#### Exercise:
Exactly the line with "M0,518l9,6 38,-19" and the lines that follow it, through the closing line of the entries, should be restated, with nothing left out or added.
--- Record extracts ---
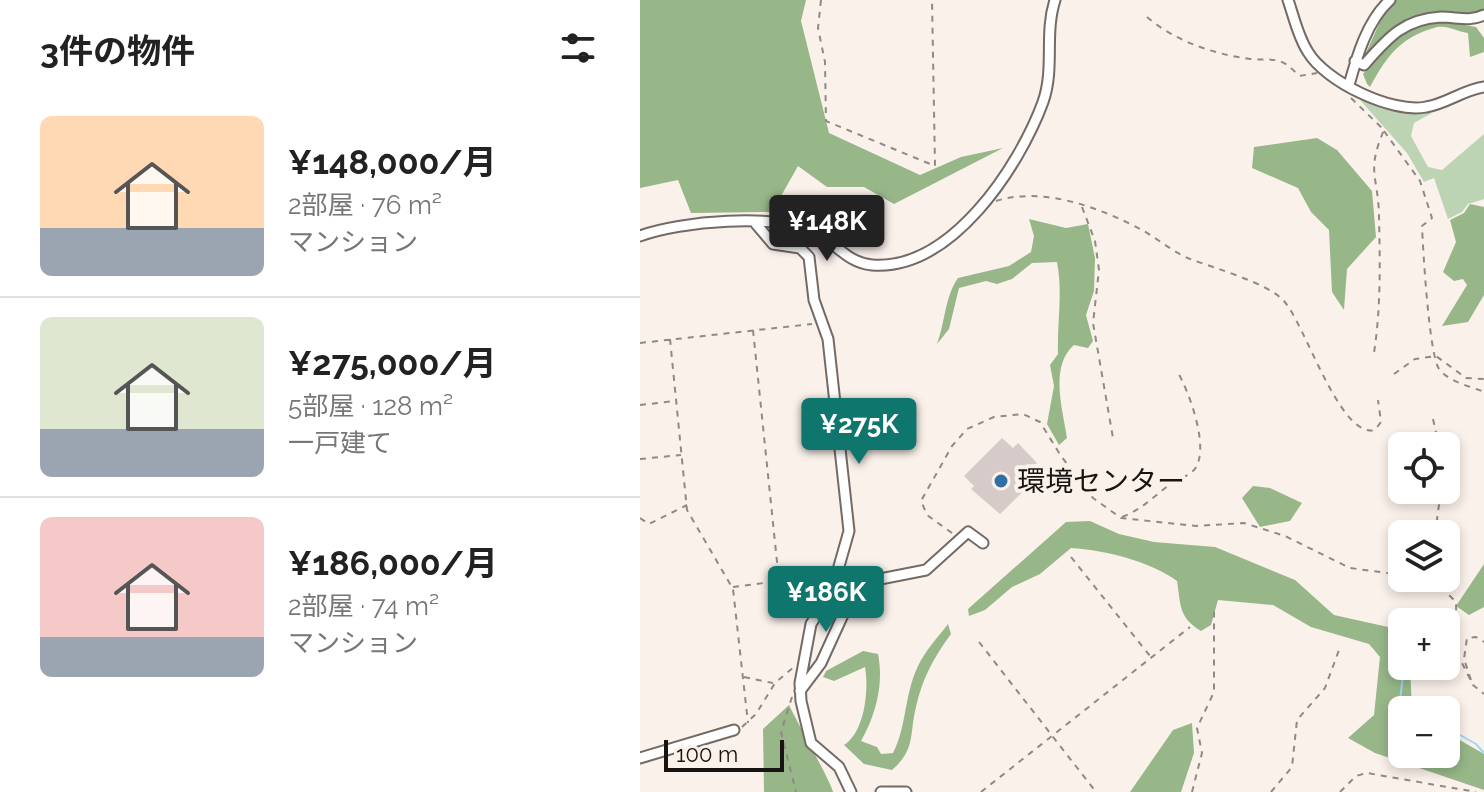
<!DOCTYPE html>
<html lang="ja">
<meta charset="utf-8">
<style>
:root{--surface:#fff;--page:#f2f2f2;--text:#222;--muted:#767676;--line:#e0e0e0;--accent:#0f766e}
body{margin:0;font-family:Raleway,"Noto Sans JP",sans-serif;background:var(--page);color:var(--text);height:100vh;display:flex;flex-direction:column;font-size:30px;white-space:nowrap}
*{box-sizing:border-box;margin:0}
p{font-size:26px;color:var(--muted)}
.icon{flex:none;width:44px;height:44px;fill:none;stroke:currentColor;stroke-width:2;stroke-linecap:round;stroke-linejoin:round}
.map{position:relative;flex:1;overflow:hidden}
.sheet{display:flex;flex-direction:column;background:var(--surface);width:640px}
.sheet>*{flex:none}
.buttons{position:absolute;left:748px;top:432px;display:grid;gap:16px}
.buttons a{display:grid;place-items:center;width:72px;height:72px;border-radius:12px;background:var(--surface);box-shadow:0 4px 12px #0003;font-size:40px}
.scale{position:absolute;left:24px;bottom:20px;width:120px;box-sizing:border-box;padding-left:8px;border:4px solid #171412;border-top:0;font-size:22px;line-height:28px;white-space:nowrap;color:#171412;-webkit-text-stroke:6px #fbf1eb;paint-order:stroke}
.price{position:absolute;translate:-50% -68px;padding:0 18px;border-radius:8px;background:var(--accent);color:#fff;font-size:26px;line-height:52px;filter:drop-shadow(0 2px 4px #0008)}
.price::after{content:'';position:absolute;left:50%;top:48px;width:24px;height:18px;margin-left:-12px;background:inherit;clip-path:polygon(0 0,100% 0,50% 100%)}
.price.on{background:#222;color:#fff}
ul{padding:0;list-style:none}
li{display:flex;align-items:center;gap:24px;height:200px;padding:0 40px}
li+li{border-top:2px solid var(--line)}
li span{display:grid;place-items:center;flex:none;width:224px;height:160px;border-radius:12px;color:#555}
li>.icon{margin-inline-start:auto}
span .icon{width:96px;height:96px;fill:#fffc;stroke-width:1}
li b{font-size:34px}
h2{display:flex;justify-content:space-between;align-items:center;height:96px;padding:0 40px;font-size:34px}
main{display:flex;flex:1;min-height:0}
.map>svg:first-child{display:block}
.green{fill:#bdd4b4}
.forest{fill:#97b789}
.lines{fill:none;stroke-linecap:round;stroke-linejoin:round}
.stream{stroke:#9ed8f8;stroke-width:2}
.building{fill:#d6cbc8}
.minor-casing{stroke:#736a66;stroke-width:13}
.path{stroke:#908985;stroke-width:2;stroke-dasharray:6 6;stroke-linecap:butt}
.minor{stroke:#fff;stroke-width:9}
.poi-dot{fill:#306ea6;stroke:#fbf1eb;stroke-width:3}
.labels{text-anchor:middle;stroke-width:8;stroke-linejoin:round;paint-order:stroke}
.poi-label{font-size:28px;fill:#171412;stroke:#fbf1eb;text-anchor:start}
</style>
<main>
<section class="sheet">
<h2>3件の物件<svg class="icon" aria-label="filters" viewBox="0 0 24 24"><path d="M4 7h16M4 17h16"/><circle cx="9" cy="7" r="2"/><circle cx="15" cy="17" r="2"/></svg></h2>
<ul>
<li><span style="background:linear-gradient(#ffd9b3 70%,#9aa5b1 0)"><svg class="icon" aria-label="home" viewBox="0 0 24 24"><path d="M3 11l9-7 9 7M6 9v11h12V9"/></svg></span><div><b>¥148,000/月</b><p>2部屋 · 76 m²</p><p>マンション</p></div></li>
<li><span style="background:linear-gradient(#dfe7d0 70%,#9aa5b1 0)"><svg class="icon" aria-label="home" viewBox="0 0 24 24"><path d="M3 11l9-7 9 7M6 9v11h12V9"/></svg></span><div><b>¥275,000/月</b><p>5部屋 · 128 m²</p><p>一戸建て</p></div></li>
<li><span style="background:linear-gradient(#f6c9c9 75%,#9aa5b1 0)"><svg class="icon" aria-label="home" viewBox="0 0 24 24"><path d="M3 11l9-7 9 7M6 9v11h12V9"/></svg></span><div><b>¥186,000/月</b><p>2部屋 · 74 m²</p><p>マンション</p></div></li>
</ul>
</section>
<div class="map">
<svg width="844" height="792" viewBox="0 0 844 792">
<rect width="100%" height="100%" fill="#fbf1eb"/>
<path class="green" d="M720,100l40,12 32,1 -18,10 -3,13 17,31 14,3 42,-36v65l-16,5 -6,8 -14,7 -14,-41 -10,4 -17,-29z"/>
<path class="forest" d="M0,0h166l-5,21 28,112 91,42 41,-18 42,-9 -109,56 -30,-17h-37l-29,-21 -26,46 -81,1 -13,-33 -38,8z
M756,0h88v9c-57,18 -68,-9 -114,45l-5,1 18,-40z
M801,21l35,6 8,11v14l-14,5 -2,-24c-9,-1 -21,-8 -31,-6 -36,10 -49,27 -67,60l-3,-3 -4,-10 20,-25 30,-24z
M677,138l20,12 35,41 4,46 -29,32 -3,41 -12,-18 -3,-62 -18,-18 -13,-24 -46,-20 2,-21z
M830,204l14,3v88l-16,27 -26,4 25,-41 -4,-6 -9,2 -11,-9 13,-30 -6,-22 14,-7z
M389,219l37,9 22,-4 7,34 -1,33 -8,24 7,26 -5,7 -14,-3c-25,22 -11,65 -7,93l-8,7 -12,-21 7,-38 -4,-21 8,-11c-1,-33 5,-60 -1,-92l-25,1 -20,16 -15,5 -11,-3 -27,7 -10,41 -12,15c8,-21 8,-48 21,-66l51,-12 22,-14 3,-16z
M613,486l17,2 32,15 -12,18 -30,6 -18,-29z
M450,521l29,13 35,8 61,5 80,33 39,35 54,12 14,19v20h8l2,44h-10v44h44v-22l38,22v36l-109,-37 -27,-15 26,-23 6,-58 -11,-13 -58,-17 -38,-22 -55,-5 -7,25 -10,6c-23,-14 -20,-26 -24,-50 -27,-20 -73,-31 -106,-33l-31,26 -28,13 -27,23 -16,6 -1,-7 98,-87z
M844,564v43l-15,8 -13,-9z
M308,624l3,10c-17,23 -29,45 -35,73 -7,28 0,42 -24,63l-28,-6 -20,-19c21,-13 25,-56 21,-78l-31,14 -11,-4 3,-6 37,-20 15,3c6,30 -2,60 -17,87l16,6 4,7 12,-1c14,-27 11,-58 25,-87 7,-15 20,-29 30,-42z
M149,705c7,15 43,79 44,87h-69l-1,-63z
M552,723l2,30 -13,39h-51l43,-62z"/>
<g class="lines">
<path class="stream" d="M758,629l4,9
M763,710l-3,-9 4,-35
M806,727l30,17 8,9"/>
</g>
<path class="building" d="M362,438l11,10 5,-5 19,20 -5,5 7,8 -39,38 -29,-25 3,-3 -10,-10z"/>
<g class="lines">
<defs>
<path id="minor" d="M648,0c6,17 10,37 20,52 17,29 84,62 118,55 20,-3 37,-17 58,-20
M715,61l9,4c23,-26 39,-46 77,-48 16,0 28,5 43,-2
M709,85c8,-29 18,-64 41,-85
M116,224l17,20 27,4 9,9 5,43 14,39 21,192 -17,60 -21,33 -11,59 1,18 10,42 28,24 12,25
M0,236c41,-15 134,-23 175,-4 20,10 32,31 57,33 79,6 147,-98 171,-163 12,-34 1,-68 12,-102
M160,691l21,-28 32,-70 12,-11 61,-12 42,-38 15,11
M0,758l94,-28
M241,792h25"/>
</defs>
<use href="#minor" class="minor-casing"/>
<path class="path" d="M181,0l-3,28 7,34 1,59 109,45 -3,-166
M507,17c28,24 66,37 103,42 25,2 30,-4 49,17l18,-3
M711,98l33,32c-18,42 -6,45 -5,85 1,47 2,92 -5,138
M744,131l36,50 12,37 -10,8c1,24 7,128 17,143 10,13 31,17 45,23
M356,201c47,-15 105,7 146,29 16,9 31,22 48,29 24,9 78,24 94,42 22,25 56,138 91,129l6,-8 -3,-22
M442,207l13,34 4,29 -6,53 20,115
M113,330l26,251
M30,339l17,171 46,79 15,134
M0,343l172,-19
M754,374l21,-15 21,-3 30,22 18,1
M0,405l35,-4
M793,419l6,27
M0,459l41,-4
M482,517c19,-7 30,-19 46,-31 8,-6 19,-9 26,-16 17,-20 -5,-79 -17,-99
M0,518l9,6 38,-19
M312,533l-25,-18 -6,-14 31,-55 15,-17 27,-12 29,-3 17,8 21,34 32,42 28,20 75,8 48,-3 41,13 65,32 52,7
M795,534l6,-44
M431,557l79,99
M778,578l26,12 12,12 1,51 16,32 11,9
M93,587l46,-6 48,1
M339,642l117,150
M104,677l29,6
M831,680l-7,-21 3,-21 9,-1 8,5
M152,697l-11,35 15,60
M102,727l14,-13 19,-31 20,-17
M341,792l209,-165
M552,792l10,-39 -5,-25 17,-36v-82
M631,792l21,-25 5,-47 28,-32 14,-38
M700,792l16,-16 11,-3 109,19"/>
<use href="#minor" class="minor"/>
</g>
<circle class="poi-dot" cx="361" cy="481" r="8"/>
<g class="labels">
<g class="poi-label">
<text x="377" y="491">環境センター</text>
</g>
</g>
</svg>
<div class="buttons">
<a><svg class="icon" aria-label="locate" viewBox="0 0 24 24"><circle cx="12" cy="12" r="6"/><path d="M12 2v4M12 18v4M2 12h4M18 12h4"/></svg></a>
<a><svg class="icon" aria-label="layers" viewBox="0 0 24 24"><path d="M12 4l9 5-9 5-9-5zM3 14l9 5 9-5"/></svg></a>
<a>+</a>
<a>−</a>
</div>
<div class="scale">100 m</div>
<b class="price on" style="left:187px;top:263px">¥148K</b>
<b class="price" style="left:219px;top:466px">¥275K</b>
<b class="price" style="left:186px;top:634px">¥186K</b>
</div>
</main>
---
#### Result:
M0,518l9,6 38,-19
M312,533l-25,-18 -6,-14 31,-55 15,-17 27,-12 29,-3 17,8 21,34 32,42 28,20 75,8 48,-3 41,13 65,32 52,7
M795,534l6,-44
M431,557l79,99
M778,578l26,12 12,12 1,51 16,32 11,9
M93,587l46,-6 48,1
M339,642l117,150
M104,677l29,6
M831,680l-7,-21 3,-21 9,-1 8,5
M152,697l-11,35 15,60
M102,727l14,-13 19,-31 20,-17
M341,792l209,-165
M552,792l10,-39 -5,-25 17,-36v-82
M631,792l21,-25 5,-47 28,-32 14,-38
M700,792l16,-16 11,-3 109,19"/>
<use href="#minor" class="minor"/>
</g>
<circle class="poi-dot" cx="361" cy="481" r="8"/>
<g class="labels">
<g class="poi-label">
<text x="377" y="491">環境センター</text>
</g>
</g>
</svg>
<div class="buttons">
<a><svg class="icon" aria-label="locate" viewBox="0 0 24 24"><circle cx="12" cy="12" r="6"/><path d="M12 2v4M12 18v4M2 12h4M18 12h4"/></svg></a>
<a><svg class="icon" aria-label="layers" viewBox="0 0 24 24"><path d="M12 4l9 5-9 5-9-5zM3 14l9 5 9-5"/></svg></a>
<a>+</a>
<a>−</a>
</div>
<div class="scale">100 m</div>
<b class="price on" style="left:187px;top:263px">¥148K</b>
<b class="price" style="left:219px;top:466px">¥275K</b>
<b class="price" style="left:186px;top:634px">¥186K</b>
</div>
</main>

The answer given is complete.